The Fourth District Court of Appeal's decision in California Bank & Trust v. Del Ponti, No. E053187 (Cal. App. Dec. 9, 2014), arises out of an August 2008 trustee sale and the lender's attempt to collect the resulting deficiency from the individual guarantors of the loan. The case essentially represents the aftermath of a foreclosure in the Inland Empire region of California, one of the epicenters of the U.S. housing crisis, which occurred a month before the Lehman Brothers bankruptcy in September 2008. As cases arising out of creditors' actions taken later on during the Great Recession reach their appellate phases, we have good reason to expect further clarifications from the California courts on California's law of guaranties in the coming several years.

In Del Ponti, a local bank lent $22.5 million for construction of a 70-unit townhome development in Rialto, California. The project went well for the first 18 months, until the end of 2007 when the bank stopped making payments for the construction. The bank made one further payment, which encouraged the developer and contractor to continue construction of the townhomes so that they could be completed and sold. However, work could not be completed due to the lack of payments from the bank. The bank no indication that it had disapproved any payments or that there was anything wrong with the loan. It sent the developer a cryptic email stating that housing prices were declining, which meant that the Bank had no room for additional advances and might require a capital call. Since the bank had not funded the completion of Phase I of construction, the townhomes could not be sold before the end of 2007, meaning that the developer was not able to pay off the loan at its maturity in February 2008.

The bank still did not serve or record a notice of default (although it had prepared and signed one). Instead, the bank initiated discussions with the developer and contractor, which resulted in a "global strategy." The bank indicated that if all parties complied with the "global strategy," the bank would not pursue the borrower or guarantors for deficiencies. Although the developer and contractor complied with the "global strategy," at some personal expense, the bank did not. The bank ultimately disposed of the property at a trustee's sale, even though it had assured the developer it would allow an auction to go forward. The bank then pursued the guarantors for the deficiency remaining on the loan after the trustee's sale.

The trial court found against the bank.
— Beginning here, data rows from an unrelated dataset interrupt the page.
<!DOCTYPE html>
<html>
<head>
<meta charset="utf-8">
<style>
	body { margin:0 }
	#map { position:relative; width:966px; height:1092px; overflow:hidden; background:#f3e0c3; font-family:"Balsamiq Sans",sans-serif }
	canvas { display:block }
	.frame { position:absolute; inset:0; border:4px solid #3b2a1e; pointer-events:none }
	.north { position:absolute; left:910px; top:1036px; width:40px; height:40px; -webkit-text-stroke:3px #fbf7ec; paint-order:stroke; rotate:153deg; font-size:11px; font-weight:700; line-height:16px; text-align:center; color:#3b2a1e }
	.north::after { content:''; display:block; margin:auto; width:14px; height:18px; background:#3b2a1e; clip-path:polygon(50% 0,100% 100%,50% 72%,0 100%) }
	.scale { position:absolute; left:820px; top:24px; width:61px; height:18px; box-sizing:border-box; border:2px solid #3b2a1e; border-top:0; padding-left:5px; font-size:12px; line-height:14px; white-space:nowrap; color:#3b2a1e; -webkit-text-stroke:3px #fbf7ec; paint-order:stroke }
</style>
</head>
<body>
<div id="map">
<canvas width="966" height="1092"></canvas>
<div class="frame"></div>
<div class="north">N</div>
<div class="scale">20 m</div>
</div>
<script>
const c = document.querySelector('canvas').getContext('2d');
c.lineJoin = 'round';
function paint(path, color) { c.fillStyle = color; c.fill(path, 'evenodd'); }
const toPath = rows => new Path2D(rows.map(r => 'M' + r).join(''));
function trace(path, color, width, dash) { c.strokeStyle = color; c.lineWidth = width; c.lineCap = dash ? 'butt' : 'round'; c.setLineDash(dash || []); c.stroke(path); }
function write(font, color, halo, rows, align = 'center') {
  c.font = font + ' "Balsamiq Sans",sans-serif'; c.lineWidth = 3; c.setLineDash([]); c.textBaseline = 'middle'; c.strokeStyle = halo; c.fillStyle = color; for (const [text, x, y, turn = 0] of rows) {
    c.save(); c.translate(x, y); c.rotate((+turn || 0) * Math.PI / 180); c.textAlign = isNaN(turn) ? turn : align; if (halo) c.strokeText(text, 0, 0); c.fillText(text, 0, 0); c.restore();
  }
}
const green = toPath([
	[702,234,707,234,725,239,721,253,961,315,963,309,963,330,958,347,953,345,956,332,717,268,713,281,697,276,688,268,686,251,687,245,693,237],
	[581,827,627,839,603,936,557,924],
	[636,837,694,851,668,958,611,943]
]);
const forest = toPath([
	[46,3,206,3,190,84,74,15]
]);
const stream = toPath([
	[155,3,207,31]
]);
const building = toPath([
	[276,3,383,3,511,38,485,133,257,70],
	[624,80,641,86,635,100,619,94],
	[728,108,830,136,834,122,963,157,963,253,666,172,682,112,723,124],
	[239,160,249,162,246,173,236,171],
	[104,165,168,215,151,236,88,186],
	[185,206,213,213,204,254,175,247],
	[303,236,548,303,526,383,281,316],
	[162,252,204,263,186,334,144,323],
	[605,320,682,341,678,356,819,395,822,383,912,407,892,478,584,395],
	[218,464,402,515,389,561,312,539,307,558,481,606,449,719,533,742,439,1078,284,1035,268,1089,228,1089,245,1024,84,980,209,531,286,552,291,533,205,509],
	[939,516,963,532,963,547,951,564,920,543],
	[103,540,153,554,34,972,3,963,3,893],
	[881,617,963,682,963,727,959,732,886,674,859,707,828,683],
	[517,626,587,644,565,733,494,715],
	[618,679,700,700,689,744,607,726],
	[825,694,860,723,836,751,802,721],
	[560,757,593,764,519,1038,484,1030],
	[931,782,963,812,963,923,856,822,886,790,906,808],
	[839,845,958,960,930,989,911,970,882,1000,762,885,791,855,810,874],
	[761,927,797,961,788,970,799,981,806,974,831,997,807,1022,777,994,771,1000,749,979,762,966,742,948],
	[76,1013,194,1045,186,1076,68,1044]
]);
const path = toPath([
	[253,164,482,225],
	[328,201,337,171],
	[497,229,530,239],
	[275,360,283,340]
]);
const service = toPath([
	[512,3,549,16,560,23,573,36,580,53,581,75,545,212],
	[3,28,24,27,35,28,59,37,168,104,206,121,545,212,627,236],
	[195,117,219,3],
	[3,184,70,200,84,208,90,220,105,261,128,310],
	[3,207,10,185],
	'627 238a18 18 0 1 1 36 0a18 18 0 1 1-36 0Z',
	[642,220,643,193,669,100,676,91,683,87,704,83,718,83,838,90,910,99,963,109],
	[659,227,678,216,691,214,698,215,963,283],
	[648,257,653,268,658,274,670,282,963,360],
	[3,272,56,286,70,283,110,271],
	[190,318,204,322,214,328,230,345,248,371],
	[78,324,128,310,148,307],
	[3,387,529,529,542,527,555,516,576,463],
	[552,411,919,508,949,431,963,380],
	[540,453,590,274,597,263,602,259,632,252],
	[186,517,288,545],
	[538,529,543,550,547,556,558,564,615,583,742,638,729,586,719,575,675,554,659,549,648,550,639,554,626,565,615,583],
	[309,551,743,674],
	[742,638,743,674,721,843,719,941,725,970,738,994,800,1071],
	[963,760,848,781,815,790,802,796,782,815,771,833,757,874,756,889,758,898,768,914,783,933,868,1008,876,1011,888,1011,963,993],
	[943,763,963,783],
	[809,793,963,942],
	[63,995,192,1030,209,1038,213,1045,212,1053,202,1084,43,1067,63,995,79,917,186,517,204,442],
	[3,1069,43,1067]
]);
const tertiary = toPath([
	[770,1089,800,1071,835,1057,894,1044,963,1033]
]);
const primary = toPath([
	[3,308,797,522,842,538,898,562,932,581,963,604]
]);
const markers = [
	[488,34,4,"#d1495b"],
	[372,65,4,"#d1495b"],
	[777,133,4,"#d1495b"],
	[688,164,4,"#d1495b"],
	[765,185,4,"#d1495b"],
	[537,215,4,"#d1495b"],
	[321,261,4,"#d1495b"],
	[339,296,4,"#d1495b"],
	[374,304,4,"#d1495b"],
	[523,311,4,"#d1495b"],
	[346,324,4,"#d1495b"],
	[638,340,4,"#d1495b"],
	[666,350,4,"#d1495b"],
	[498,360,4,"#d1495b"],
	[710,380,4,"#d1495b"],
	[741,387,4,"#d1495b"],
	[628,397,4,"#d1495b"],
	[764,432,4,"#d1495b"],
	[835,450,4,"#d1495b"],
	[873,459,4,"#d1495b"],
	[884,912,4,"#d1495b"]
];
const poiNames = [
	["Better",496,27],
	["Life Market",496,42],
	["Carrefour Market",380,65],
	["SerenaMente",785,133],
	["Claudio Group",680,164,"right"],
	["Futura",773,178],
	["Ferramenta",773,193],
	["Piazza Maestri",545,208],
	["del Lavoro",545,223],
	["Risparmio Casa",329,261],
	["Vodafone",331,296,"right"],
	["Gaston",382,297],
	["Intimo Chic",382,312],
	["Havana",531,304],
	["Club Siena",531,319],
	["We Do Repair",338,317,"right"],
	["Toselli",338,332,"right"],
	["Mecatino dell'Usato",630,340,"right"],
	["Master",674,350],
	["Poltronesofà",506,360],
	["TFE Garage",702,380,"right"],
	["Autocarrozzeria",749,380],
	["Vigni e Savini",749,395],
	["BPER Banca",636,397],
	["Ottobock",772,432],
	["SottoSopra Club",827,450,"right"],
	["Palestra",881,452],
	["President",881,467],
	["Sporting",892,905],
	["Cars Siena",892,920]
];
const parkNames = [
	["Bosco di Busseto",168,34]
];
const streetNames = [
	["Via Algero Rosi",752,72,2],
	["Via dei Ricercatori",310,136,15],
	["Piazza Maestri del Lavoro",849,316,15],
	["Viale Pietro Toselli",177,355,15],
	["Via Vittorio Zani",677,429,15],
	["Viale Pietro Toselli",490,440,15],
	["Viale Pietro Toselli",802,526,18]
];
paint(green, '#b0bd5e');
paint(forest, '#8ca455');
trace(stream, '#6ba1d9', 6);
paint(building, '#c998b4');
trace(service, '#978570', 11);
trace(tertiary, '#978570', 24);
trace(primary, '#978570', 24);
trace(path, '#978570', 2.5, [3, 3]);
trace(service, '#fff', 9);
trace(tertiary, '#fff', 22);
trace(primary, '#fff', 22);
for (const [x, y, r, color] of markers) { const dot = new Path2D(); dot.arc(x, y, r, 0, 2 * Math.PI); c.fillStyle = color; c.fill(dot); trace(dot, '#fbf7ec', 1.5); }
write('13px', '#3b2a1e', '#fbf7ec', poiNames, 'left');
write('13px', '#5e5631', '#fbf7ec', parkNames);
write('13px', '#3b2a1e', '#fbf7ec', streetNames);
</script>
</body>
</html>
The Court of Appeal upheld the trial court's findings that the bank had breached the loan agreement by failing to pay out on pay applications that had been approved, and that the bank had led the parties to believe that the guarantors would not be pursued if they complied with the agreed "global strategy."

The Del Ponti court held that California's Civil Code does permit creditors to obtain a general waiver of all statutory defenses guarantors may have. However, that general waiver does not waive all defenses. Thus, equitable defenses, or defenses based upon public policy, were not waived by a general waiver of defenses. In Del Ponti, this meant that the bank could be barred from pursuing the guarantors because of its own misconduct. Essentially, the Del Ponti court ruled that the bank's "unclean hands," prevented it from being able to enforce the guaranty and the guarantors' general waivers of defenses did not stop them from arguing the "unclean hands" defense.
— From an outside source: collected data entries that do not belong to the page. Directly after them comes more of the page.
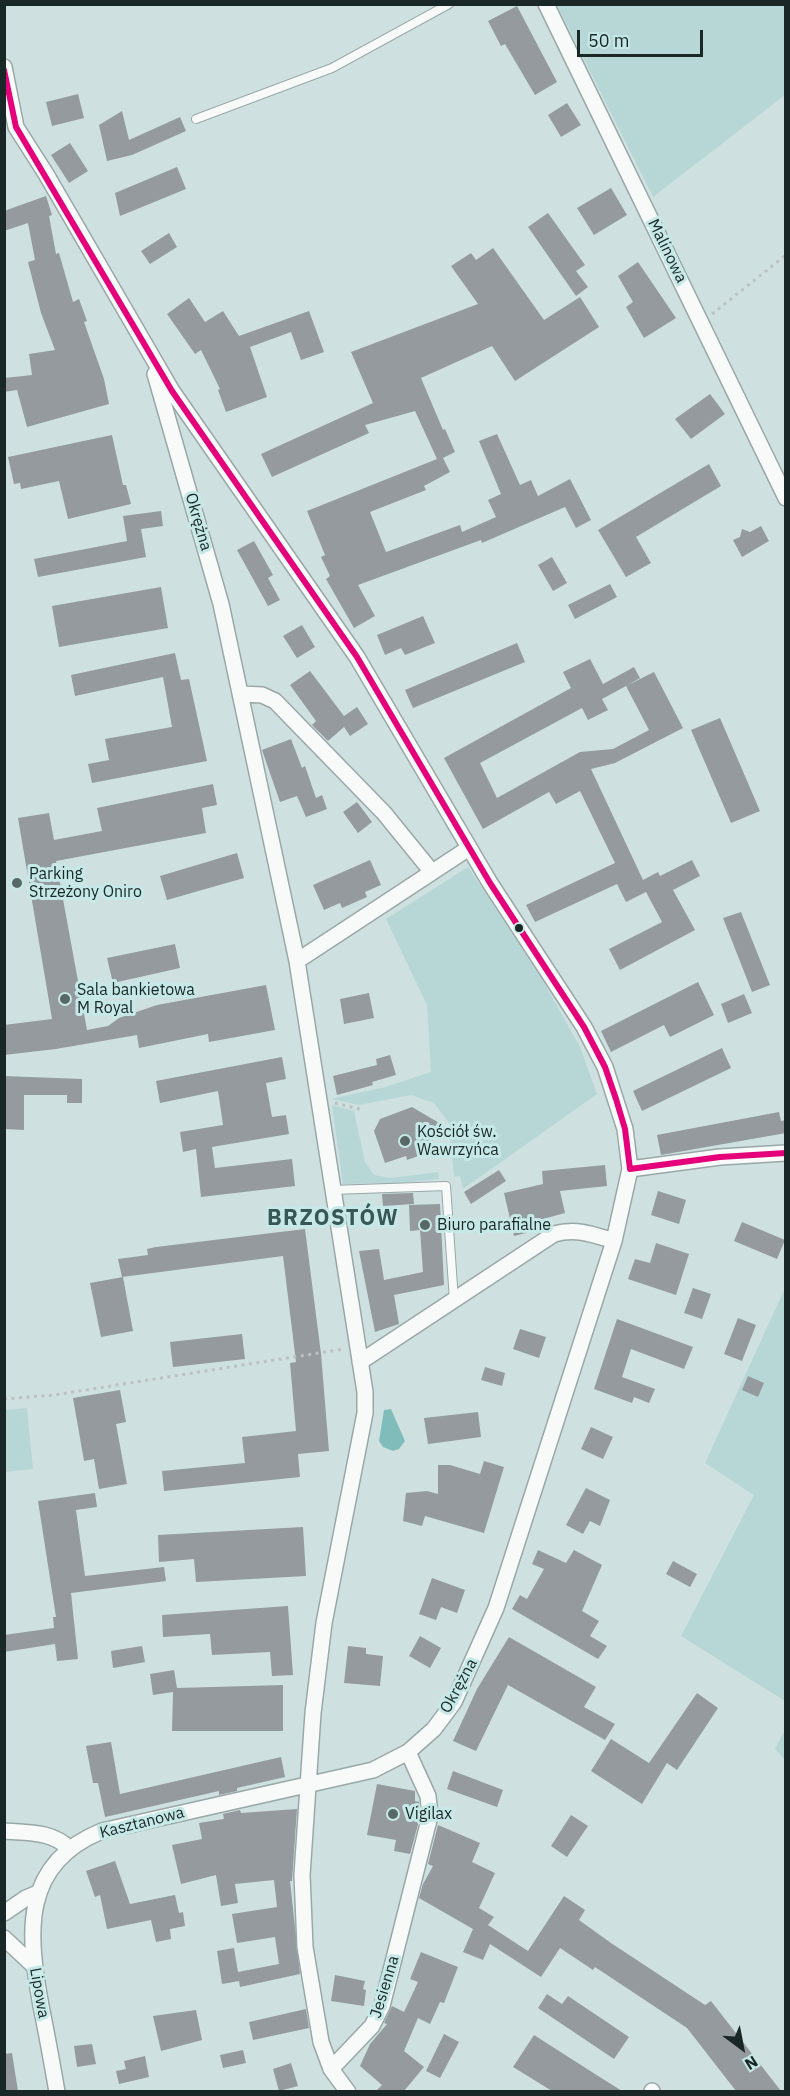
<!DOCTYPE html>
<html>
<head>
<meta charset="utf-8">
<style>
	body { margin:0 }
	#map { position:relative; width:790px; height:2096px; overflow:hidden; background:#cee1e0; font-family:"IBM Plex Sans",sans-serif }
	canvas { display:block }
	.frame { position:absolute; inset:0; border:6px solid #192726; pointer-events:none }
	.north { position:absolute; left:712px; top:2018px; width:60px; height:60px; -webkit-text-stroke:4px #c6e9e7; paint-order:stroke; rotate:148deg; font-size:16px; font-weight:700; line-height:24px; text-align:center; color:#192726 }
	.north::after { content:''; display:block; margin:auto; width:21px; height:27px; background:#192726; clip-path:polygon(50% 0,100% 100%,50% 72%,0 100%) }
	.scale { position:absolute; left:577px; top:30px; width:126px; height:27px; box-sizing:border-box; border:3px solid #192726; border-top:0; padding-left:8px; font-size:18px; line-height:21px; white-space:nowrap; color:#192726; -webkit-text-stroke:4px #c6e9e7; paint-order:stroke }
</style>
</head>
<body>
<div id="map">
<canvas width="790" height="2096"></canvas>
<div class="frame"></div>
<div class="north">N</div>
<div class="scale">50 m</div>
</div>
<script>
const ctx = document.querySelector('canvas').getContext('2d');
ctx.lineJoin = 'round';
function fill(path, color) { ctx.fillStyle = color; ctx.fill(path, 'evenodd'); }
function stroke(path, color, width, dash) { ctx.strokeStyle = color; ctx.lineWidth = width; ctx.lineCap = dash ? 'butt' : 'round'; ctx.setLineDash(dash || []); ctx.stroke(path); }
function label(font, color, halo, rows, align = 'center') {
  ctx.font = font + ' "IBM Plex Sans",sans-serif'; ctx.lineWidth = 6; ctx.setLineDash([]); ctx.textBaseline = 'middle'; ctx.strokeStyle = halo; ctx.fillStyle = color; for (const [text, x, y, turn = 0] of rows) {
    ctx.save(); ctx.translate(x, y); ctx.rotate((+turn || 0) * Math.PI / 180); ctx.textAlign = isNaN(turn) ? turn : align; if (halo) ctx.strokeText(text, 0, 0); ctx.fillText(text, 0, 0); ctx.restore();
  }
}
fill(new Path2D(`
	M557,5H785V95L653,197Z
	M468,867L544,983L580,1047L597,1094L463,1189L460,1176L454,1177L449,1123L434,1103L411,1095L359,1105L331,1099L385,1087L431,1072L427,1005L386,919Z
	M332,1105L354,1111L365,1162L374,1175L390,1178L438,1172L439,1179L400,1183L343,1184Z
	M785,1288V1701L681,1636L754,1495L705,1463Z
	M27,1408L33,1469L5,1472V1410Z
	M785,1730V1760L775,1749Z`), '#b6d7d5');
fill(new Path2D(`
	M391,1409L405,1441L399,1449L393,1451L383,1447L379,1441L384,1410Z`), '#80bdba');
fill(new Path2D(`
	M517,6L557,82L535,95L505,44L501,46L488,21Z
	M78,94L84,118L52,126L46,102Z
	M567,103L581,125L561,137L548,115Z
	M122,111L129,140L180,117L186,131L132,155L107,161L99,125Z
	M70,143L88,171L69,183L51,155Z
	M177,167L186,189L120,216L115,193Z
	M611,188L627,215L594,235L577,208Z
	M46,196L52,215L49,216L56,254L59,253L73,302L79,299L87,321L84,322L104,379L109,404L27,427L17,390L4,392V378L32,375L29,354L55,350L41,313L28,262L35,260L28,223L4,231V211Z
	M548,213L585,265L576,271L588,287L576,296L528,227Z
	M169,233L177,247L150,264L141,251Z
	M493,248L544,320L580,297L599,327L515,381L492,346L421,378L443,430L445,429L455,452L443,458L450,472L424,486L426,490L370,512L386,552L460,525L462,532L496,517L488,500L501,494L479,441L497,434L520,485L531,480L538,496L570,479L591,520L576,528L565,507L482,543L481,540L358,585L375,616L354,628L326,579L330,576L321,557L325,555L307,511L437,459L415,411L365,425L369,433L272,477L261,454L373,403L351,352L478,304L451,266L471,253L476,260Z
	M638,262L676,318L644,338L626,307L633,302L618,276Z
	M189,298L205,322L223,311L239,336L309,311L324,352L301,360L291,332L250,347L267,397L226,412L218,390L220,389L201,350L195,354L167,314Z
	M710,394L725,414L691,439L675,419Z
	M112,435L123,485H126L131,504L68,519L59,481L21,489L20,483L14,484L8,457Z
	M709,464L721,486L636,537L651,563L626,577L598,530Z
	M161,511L163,526L141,529L146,557L38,577L34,559L127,541L123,516Z
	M761,526L769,541L742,557L733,540L740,537L742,529L750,532Z
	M254,541L273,575L268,578L280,600L268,606L237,550Z
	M552,557L567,583L553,591L538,565Z
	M610,584L617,597L575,619L568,605Z
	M161,587L168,628L59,647L52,606Z
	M423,616L435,643L405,655L401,648L385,655L377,635Z
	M302,625L315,647L297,658L283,636Z
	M517,643L525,662L413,708L405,690Z
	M175,653L181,680L189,679L207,761L92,783L88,764L109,760L105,739L172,727L163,677L75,696L71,675Z
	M590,659L603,684L634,667L640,678L626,686L654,672L683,728L615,763L591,769L643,880L658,872L660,876L692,860L700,876L673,890L695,930L620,970L609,949L662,922L646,892L626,902L617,884L535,922L526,905L615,863L580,791L556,804L549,792L483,829L444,758L571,688L563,672ZM626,686L649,730L613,749L580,752L497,798L480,763L582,708L588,720L608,710L602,699Z
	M310,671L344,716L357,707L368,724L350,736L344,727L328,741L312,725L316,721L290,685Z
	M720,718L760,811L731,823L691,730Z
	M291,739L302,768L305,766L316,798L322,795L327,809L306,817L297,796L280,802L262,750Z
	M213,784L217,805L202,808L206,833L56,861L87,1030L108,1026L119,1018L157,1005L266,985L275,1030L209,1042L208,1034L139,1048L137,1035L56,1049L4,1055V1025L52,1019L18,818L49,813L54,840L102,831L97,808Z
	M357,802L372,822L358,833L343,812Z
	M237,853L244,878L167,900L160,876Z
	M370,860L381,885L365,892L367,897L342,908L340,903L324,910L313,885Z
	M741,912L770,985L752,992L723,918Z
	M175,944L180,968L113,983L107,958Z
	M698,982L714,1015L670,1037L664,1025L611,1052L601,1031Z
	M369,993L374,1018L344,1024L340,999Z
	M744,994L752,1013L728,1023L721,1004Z
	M722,1048L731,1068L642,1111L633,1091Z
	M390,1055L396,1075L372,1082L373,1085L337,1095L333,1076L377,1065L376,1059Z
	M282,1057L286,1079L266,1083L272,1117L286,1115L289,1134L212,1147L215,1168L292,1159L295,1186L201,1197L196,1149L183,1152L180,1132L223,1125L218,1091L160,1103L156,1081Z
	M4,1076L82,1079V1103H67V1095H24V1130L4,1129Z
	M412,1107L441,1124L432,1127L435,1134L431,1136L435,1147L432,1148V1151L407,1160L406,1156L385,1163L374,1131L380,1119Z
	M779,1112L781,1121L786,1120V1133L661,1155L657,1135Z
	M605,1165L607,1186L560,1191L565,1213L532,1222L534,1231L514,1236L504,1193L543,1184L542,1171Z
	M499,1170L506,1181L471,1204L464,1192Z
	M658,1191L686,1200L679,1224L651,1215Z
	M413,1193L414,1204L383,1206L382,1194Z
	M440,1204L444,1285L394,1295L399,1324L375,1332L359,1251L379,1249L384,1280L423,1272L420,1230L410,1231L409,1205Z
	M742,1222L785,1240L777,1259L734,1241Z
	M305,1229L321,1354L329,1451L298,1454L300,1477L164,1491L162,1471L245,1463L242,1437L296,1431L290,1363L296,1362L283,1256L122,1277L118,1259L148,1255L147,1249L156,1247Z
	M656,1243L689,1254L676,1295L628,1279L635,1259L650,1263Z
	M123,1277L133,1331L101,1337L90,1283Z
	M693,1288L711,1294L702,1319L684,1313Z
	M738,1318L756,1325L742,1361L724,1354Z
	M617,1319L693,1347L684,1369L631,1349L622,1377L655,1389L649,1403L634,1397L632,1403L594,1389Z
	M520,1329L546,1337L539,1358L513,1349Z
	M242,1334L245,1359L173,1367L170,1342Z
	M485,1367L505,1373L502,1386L481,1380Z
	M748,1376L764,1383L758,1397L742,1390Z
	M120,1390L126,1422L116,1424L127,1484L99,1489L94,1459L84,1461L73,1398Z
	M478,1412L481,1437L428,1444L424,1418Z
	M591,1427L613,1437L603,1459L581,1449Z
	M484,1461L504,1467L484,1533L425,1516L422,1526L403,1521L406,1493L427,1491L438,1494V1465H450L480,1474Z
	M586,1488L610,1500L600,1526L590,1521L583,1534L566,1525Z
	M95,1493L97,1507L76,1510L85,1576L164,1567L166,1581L71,1593L78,1659L57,1661L55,1644L4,1652V1635L54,1628L53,1617H56L38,1501Z
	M303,1527L306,1576L196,1582L194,1559L159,1562L158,1535Z
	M538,1550L566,1563L574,1550L602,1565L582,1611L599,1621L590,1636L607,1646L598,1659L512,1609L520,1595L527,1599L544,1569L532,1564Z
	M673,1561L697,1574L690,1587L666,1574Z
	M432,1578L465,1590L457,1613L441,1607L436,1620L419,1614Z
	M288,1606L293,1675L272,1676L270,1652L212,1655L210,1634L163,1637L162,1615Z
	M420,1636L441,1648L430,1668L409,1656Z
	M509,1637L596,1687L584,1707L615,1724L605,1740L508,1685L476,1751L453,1741L477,1689Z
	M142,1646L145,1662L113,1668L111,1651Z
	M348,1646L366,1648V1654L383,1656L380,1686L344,1683Z
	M174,1670L177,1688L283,1685V1731H172L173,1692L153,1695L150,1674Z
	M697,1693L718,1708L677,1770L667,1763L642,1804L591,1771L611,1739L649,1763Z
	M111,1742L120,1794L281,1757L285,1777L237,1788V1791L219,1795V1791L105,1817L98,1783H93L86,1746Z
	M453,1771L503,1790L497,1807L447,1789Z
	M377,1784L415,1791V1801L419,1802L420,1817L410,1854L394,1851L396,1840L367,1835Z
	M297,1809L292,1881H290L300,1974L240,1987L239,1981L222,1984L217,1951L234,1948L238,1972L279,1964L275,1937L237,1943L232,1914L277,1907L274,1880L235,1884L238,1903L221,1906L216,1875L181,1884L172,1845L202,1839L199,1823L224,1819L223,1814L240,1810L241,1813Z
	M571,1815L588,1826L567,1857L551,1846Z
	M438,1825L480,1843L472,1862L495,1873L479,1908L494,1917L488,1925L528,1951L564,1896L585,1910L579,1920L611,1943L705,2005L711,2001L781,2091H736L687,2028L595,1967L593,1970L560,1948L541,1977L490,1944L483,1960L463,1952L473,1929L419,1898L423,1884L433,1866L428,1864Z
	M115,1861L130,1904L175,1895L179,1913L183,1912L185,1926L170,1929L171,1939L156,1942L151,1920L107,1929L100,1895L95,1897L86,1871Z
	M421,1952L458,1967L444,2003L440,2002L430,2024L418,2018L404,2051L424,2067L404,2091H376L382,2085L360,2066L370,2044L387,2024L384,2023L392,2006L404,2012L418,1982L410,1979Z
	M335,1975L365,1981L363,1989L366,1990L364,2006L331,2001Z
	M547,1994L562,2004L568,1996L629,2037L614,2059L538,2008Z
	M306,2009L309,2028L253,2040L249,2022Z
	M196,2010L202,2040L161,2051L153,2016Z
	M444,2034L459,2042L440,2078L426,2071Z
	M534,2035L595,2074L622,2091H552L513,2067Z
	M92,2044L96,2064L77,2067L74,2046Z
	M243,2050L246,2063L223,2068L220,2055Z
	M12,2053L18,2091H4V2054Z
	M145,2056L149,2077L119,2084L116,2071L126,2069L124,2061Z
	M291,2063L298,2086L279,2091L273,2069Z`), '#949a9d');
const lane = new Path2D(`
	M196,119L332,68L449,4
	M332,1190L446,1186L454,1300`);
const street = new Path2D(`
	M546,4L786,498
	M4,67L16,127L46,174L172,391L357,657L490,883L584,1027L605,1067L625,1129L630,1169L614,1241L496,1608L454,1702L434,1729L408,1752L373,1770L102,1831C20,1864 28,1935 41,2006C47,2035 52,2063 57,2092
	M155,374L221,604L297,961L365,1392V1413L324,1623L313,1713L302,1875L305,1947L321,2042L331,2069L348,2092
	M241,694L262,695L275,701L384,813L432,872
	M297,961L469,848
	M630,1169L720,1157L786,1153
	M360,1362L554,1234C576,1228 592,1234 614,1241
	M4,1831C29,1833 52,1831 70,1849
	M4,1913L26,1898L38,1893
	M4,1938L34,1966
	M331,2069L372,2026L382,2006L430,1816L428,1796L408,1752
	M652,2092V2091`);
stroke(lane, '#99a8a7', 10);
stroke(street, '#99a8a7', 18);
stroke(new Path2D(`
	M712,314L786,255
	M335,1103L360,1109
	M4,1399L54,1395L344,1349`), '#bbc2c1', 3, [3, 4.5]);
stroke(lane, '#f8fafa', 8);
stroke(street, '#f8fafa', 15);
stroke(new Path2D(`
	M4,70L16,127L172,391L357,657L490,883L584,1027L605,1067L616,1099L625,1129L630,1169
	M630,1169L720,1157L786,1153`), '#e5017a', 6);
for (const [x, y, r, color] of [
	[17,883,6,"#586867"],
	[519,928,5,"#192726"],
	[65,999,6,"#586867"],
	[405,1141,6,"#586867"],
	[425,1225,6,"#586867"],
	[393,1814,6,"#586867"]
]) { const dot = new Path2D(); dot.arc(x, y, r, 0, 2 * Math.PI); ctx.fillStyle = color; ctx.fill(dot); stroke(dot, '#c6e9e7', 2); }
label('16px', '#192726', '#c6e9e7', [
	["Malinowa",667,251,64],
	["Okrężna",198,522,74],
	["Okrężna",459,1686,-61],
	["Kasztanowa",142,1823,-14],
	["Jesienna",385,1987,-73],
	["Lipowa",39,1993,80]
]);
label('16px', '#192726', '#c6e9e7', [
	["Parking",29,874],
	["Strzeżony Oniro",29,892],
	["Sala bankietowa",77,990],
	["M Royal",77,1008],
	["Kościół św.",417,1132],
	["Wawrzyńca",417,1150],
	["Biuro parafialne",437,1225],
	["Vigilax",405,1814]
], 'left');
ctx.letterSpacing = '1.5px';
label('bold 22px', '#375654', '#c6e9e7', [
	["BRZOSTÓW",333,1219]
]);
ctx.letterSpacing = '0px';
</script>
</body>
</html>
The Del Ponti decision provides some clarification for creditors in their use of guaranties in California. A generally worded waiver of defenses will waive a guarantor's usual exoneration defenses if the guaranty needs to be enforced. However, equitable defenses such as "unclean hands," and public policy defenses such as the illegality of the underlying contract, will remain available to guarantors who are being pursued. This reinforces the need for creditors to complete adequate due diligence, to ensure that the underlying transaction is valid and legal, and that their actions with respect to borrowers and guarantors are undertaken in good faith.